Against that background, Sarkozy announced a rise to $1,250 in the government-financed rebate for people purchasing a new car to replace an old vehicle. A smaller rebate was already in place as an environmental measure.

Since taking office in May 2007, Sarkozy has promoted an effort to have French industry invest heavily in environmentally friendly products, predicting they will be highly coveted in the years to come. French businesses have been allowed tax write-offs for high-tech research, particularly research that focuses on the clean-air industry. That arrangement was enhanced in the stimulus package announced in Douai; officials said more than $12 billion of the new stimulus package would go to quicker reimbursement of tax credits for research-oriented investment by small and medium-size businesses.

"Our response to the crisis is investment," Sarkozy said.

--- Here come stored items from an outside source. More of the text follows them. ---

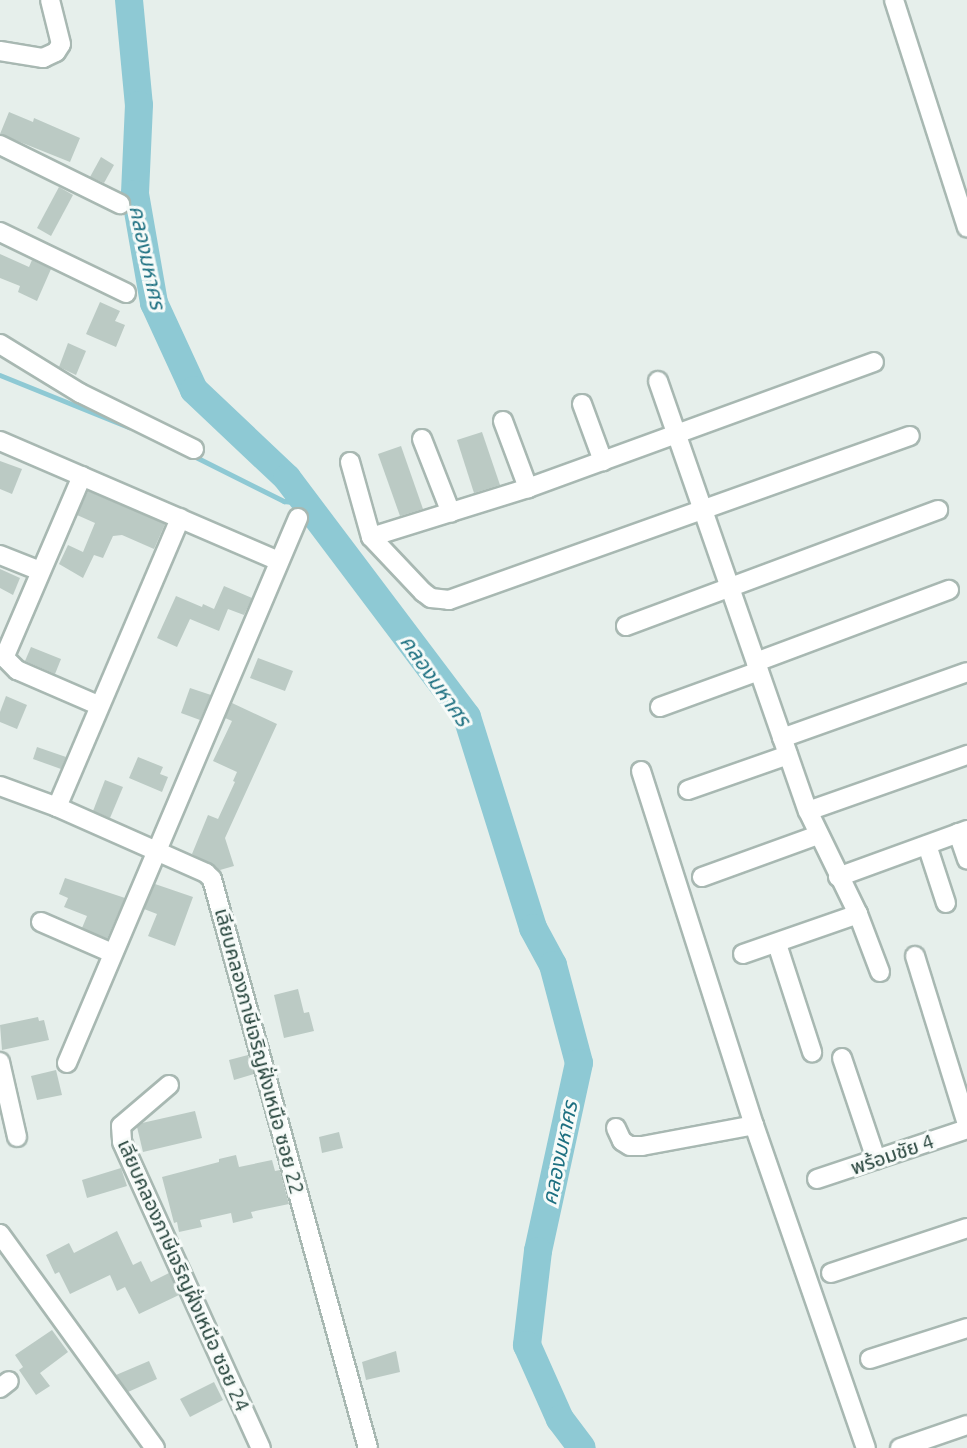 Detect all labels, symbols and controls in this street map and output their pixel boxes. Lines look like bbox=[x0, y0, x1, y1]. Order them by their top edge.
water label: คลองมหาศร bbox=[125, 203, 171, 311]
water label: คลองมหาศร bbox=[395, 630, 477, 730]
street label: เลียบคลองภาษีเจริญฝั่งเหนือ ซอย 22 bbox=[210, 905, 310, 1197]
water label: คลองมหาศร bbox=[536, 1099, 582, 1207]
street label: พร้อมชัย 4 bbox=[847, 1129, 937, 1179]
street label: เลียบคลองภาษีเจริญฝั่งเหนือ ซอย 24 bbox=[113, 1135, 255, 1415] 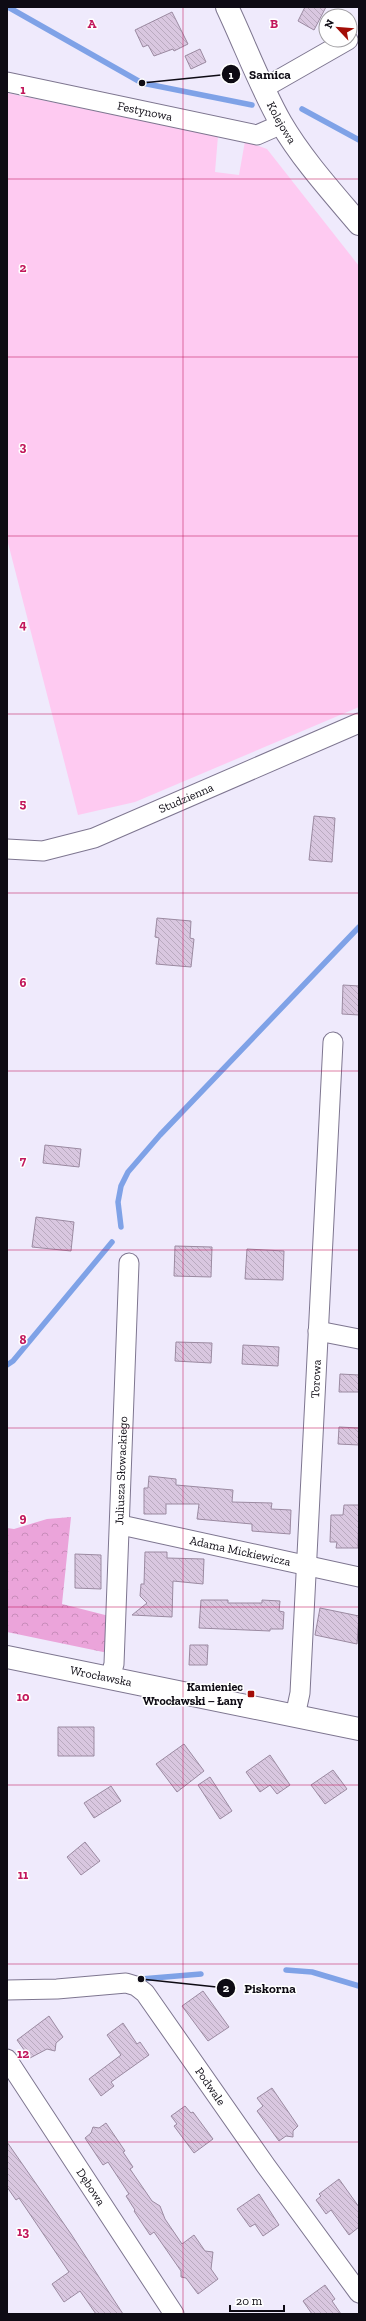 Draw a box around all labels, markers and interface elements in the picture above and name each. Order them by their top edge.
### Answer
north arrow [318,8,358,48]
text: A [88,16,97,31]
text: B [270,16,278,31]
text: N [322,17,337,30]
callout: Samica [221,62,299,87]
text: Samica [249,67,291,82]
text: 1 [229,68,234,82]
text: 1 [20,82,26,97]
street label: Festynowa [116,99,174,124]
street label: Kolejowa [264,99,299,147]
text: 2 [20,260,27,275]
text: 3 [20,439,27,454]
text: 4 [19,617,27,632]
street label: Studzienna [156,780,216,816]
text: 5 [20,796,27,811]
text: 6 [20,975,27,990]
text: 7 [20,1153,27,1168]
text: 8 [19,1332,27,1347]
street label: Torowa [308,1359,324,1399]
street label: Juliusza Słowackiego [112,1416,130,1525]
text: 9 [20,1510,27,1525]
street label: Adama Mickiewicza [188,1533,292,1569]
street label: Wrocławska [69,1663,133,1689]
place label: Kamieniec Wrocławski – Łany [143,1680,244,1708]
text: 10 [17,1689,30,1704]
marker: Kamieniec Wrocławski – Łany [246,1689,256,1699]
text: 11 [18,1867,29,1882]
callout: Piskorna [216,1976,304,2001]
text: 2 [223,1981,230,1995]
text: Piskorna [244,1981,296,1996]
text: 12 [17,2046,29,2061]
street label: Podwale [192,2065,229,2108]
street label: Dębowa [74,2166,108,2208]
text: 13 [17,2224,29,2239]
scale bar [230,2287,284,2313]
text: 20 m [236,2294,263,2308] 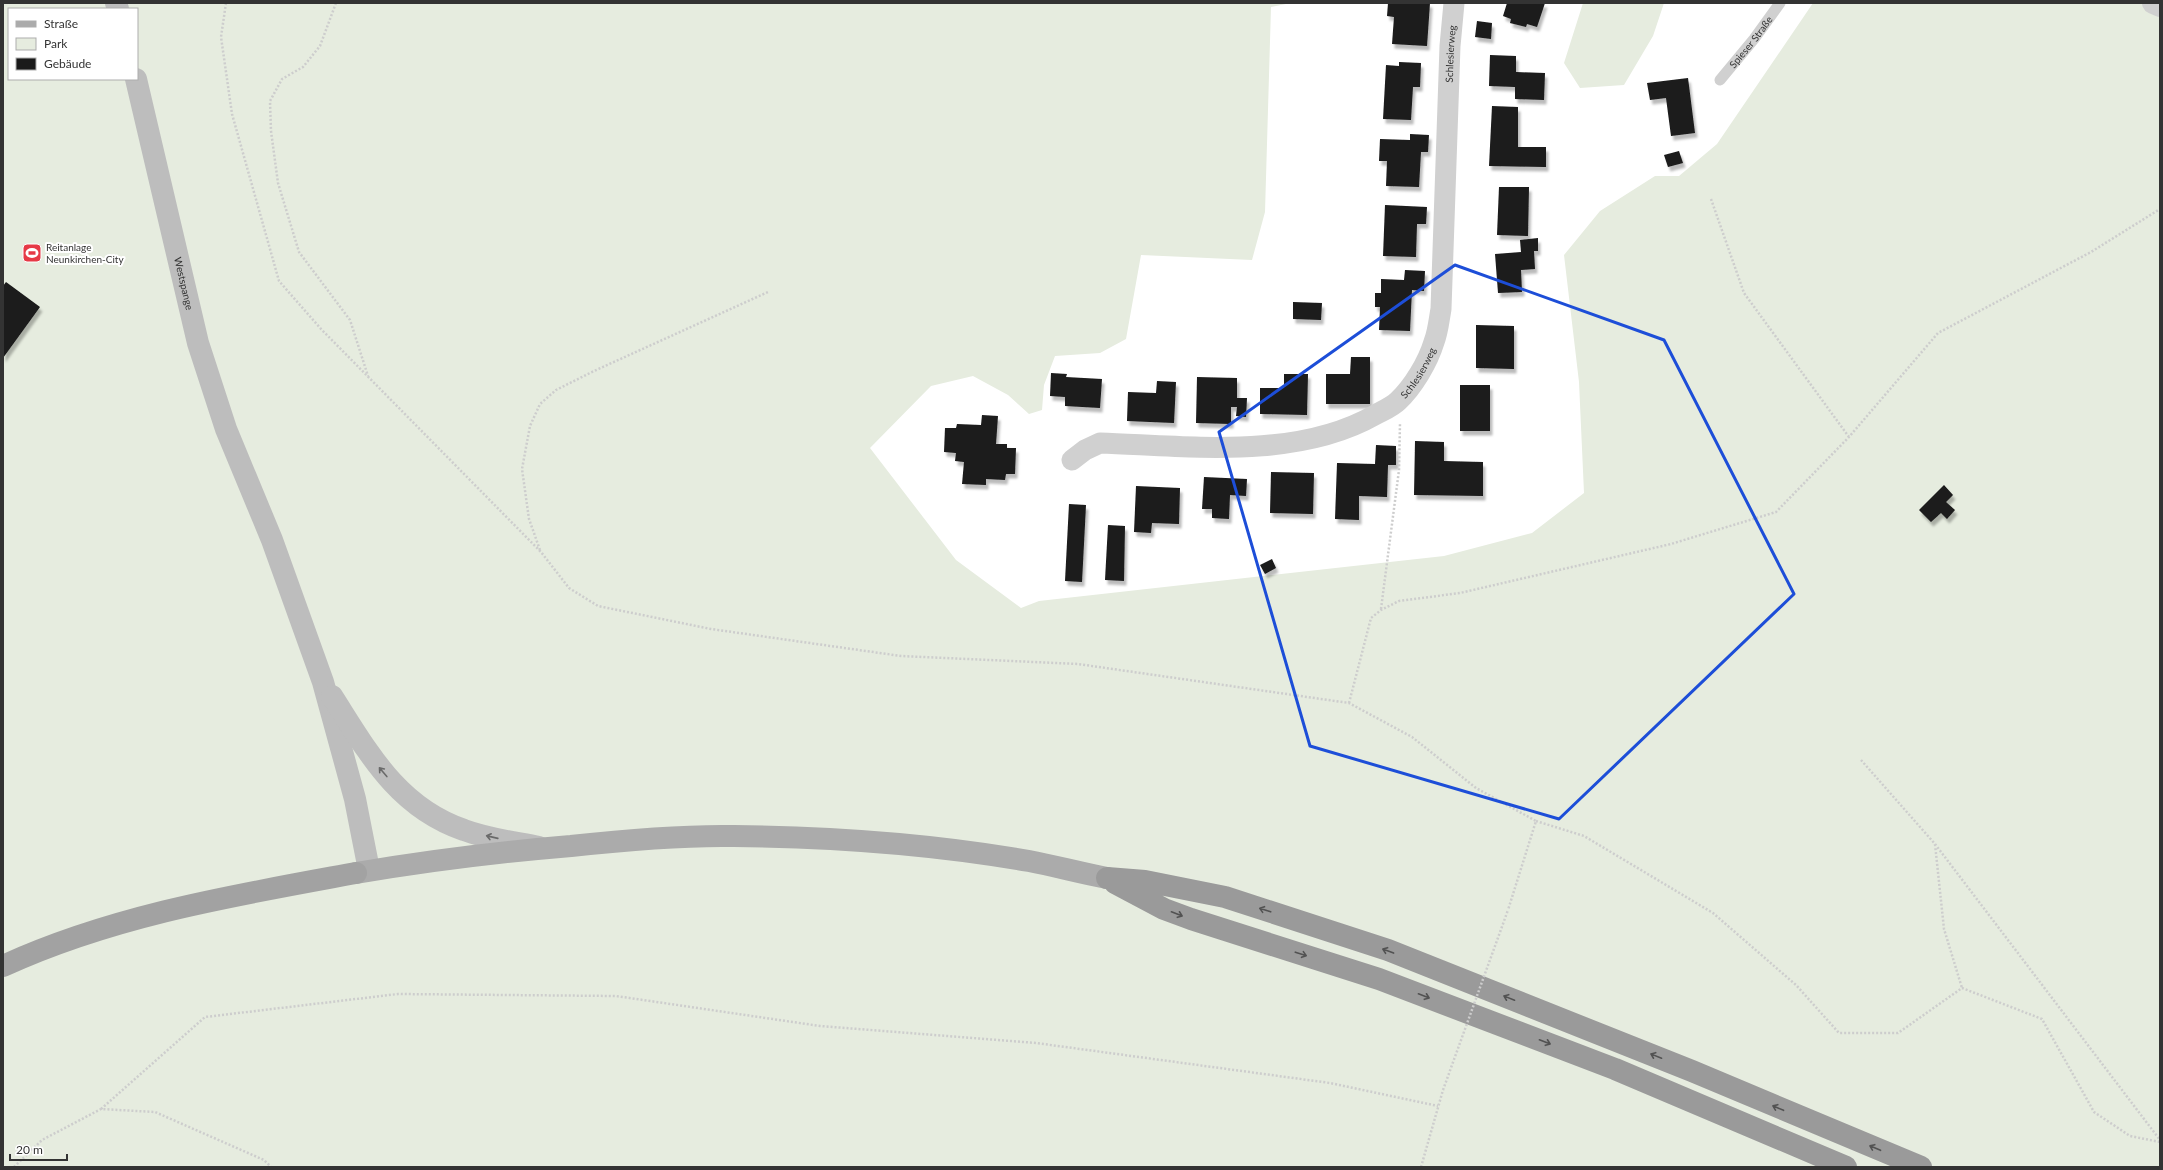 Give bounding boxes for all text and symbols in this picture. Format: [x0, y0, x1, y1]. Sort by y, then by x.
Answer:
legend [8, 8, 138, 80]
street label: Spieser Straße [1727, 14, 1775, 70]
text: Straße [44, 16, 78, 31]
street label: Schlesierweg [1443, 25, 1458, 83]
text: Park [44, 36, 68, 51]
text: Gebäude [44, 56, 91, 71]
place label: Reitanlage Neunkirchen-City [46, 241, 124, 265]
sports icon: Reitanlage Neunkirchen-City [21, 242, 43, 264]
street label: Westspange [172, 256, 196, 311]
street label: Schlesierweg [1398, 346, 1438, 401]
one-way arrow [378, 767, 387, 778]
one-way arrow [486, 832, 499, 840]
one-way arrow [1258, 906, 1271, 913]
one-way arrow [1171, 910, 1183, 918]
one-way arrow [1383, 946, 1395, 954]
one-way arrow [1295, 950, 1307, 958]
one-way arrow [1417, 992, 1429, 1000]
one-way arrow [1504, 994, 1516, 1002]
one-way arrow [1539, 1039, 1551, 1047]
one-way arrow [1650, 1052, 1662, 1060]
one-way arrow [1773, 1103, 1785, 1111]
scale bar [10, 1136, 67, 1162]
text: 20 m [16, 1142, 43, 1157]
one-way arrow [1870, 1144, 1882, 1152]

About a third of the stimulus package was earmarked for public works, including railroad infrastructure and low-cost housing projects. Most of those initiatives were planned, anyway, aides acknowledged, but the schedule was moved up to get money into the economy faster and maintain employment.

The Finance Ministry's National Institute for Statistics and Economic Studies reported Thursday that unemployment rose by a tenth of a percentage point in the third quarter and now affects 7.3 percent of the workforce in mainland France. The numbers confirmed anecdotal reports of job losses across the country since the slowdown began.

The cash payment to the poor was set at $250. It was promised for the first quarter of 2009, disappointing some who had expected it to be disbursed in time for Christmas.

Officials said the main targets were the working poor and laid-off workers, who could be expected to spend the entire sum quickly. Sarkozy announced a separate set of measures Wednesday to boost government aid for the destitute.

Special correspondent Karla Adam in London contributed to this report.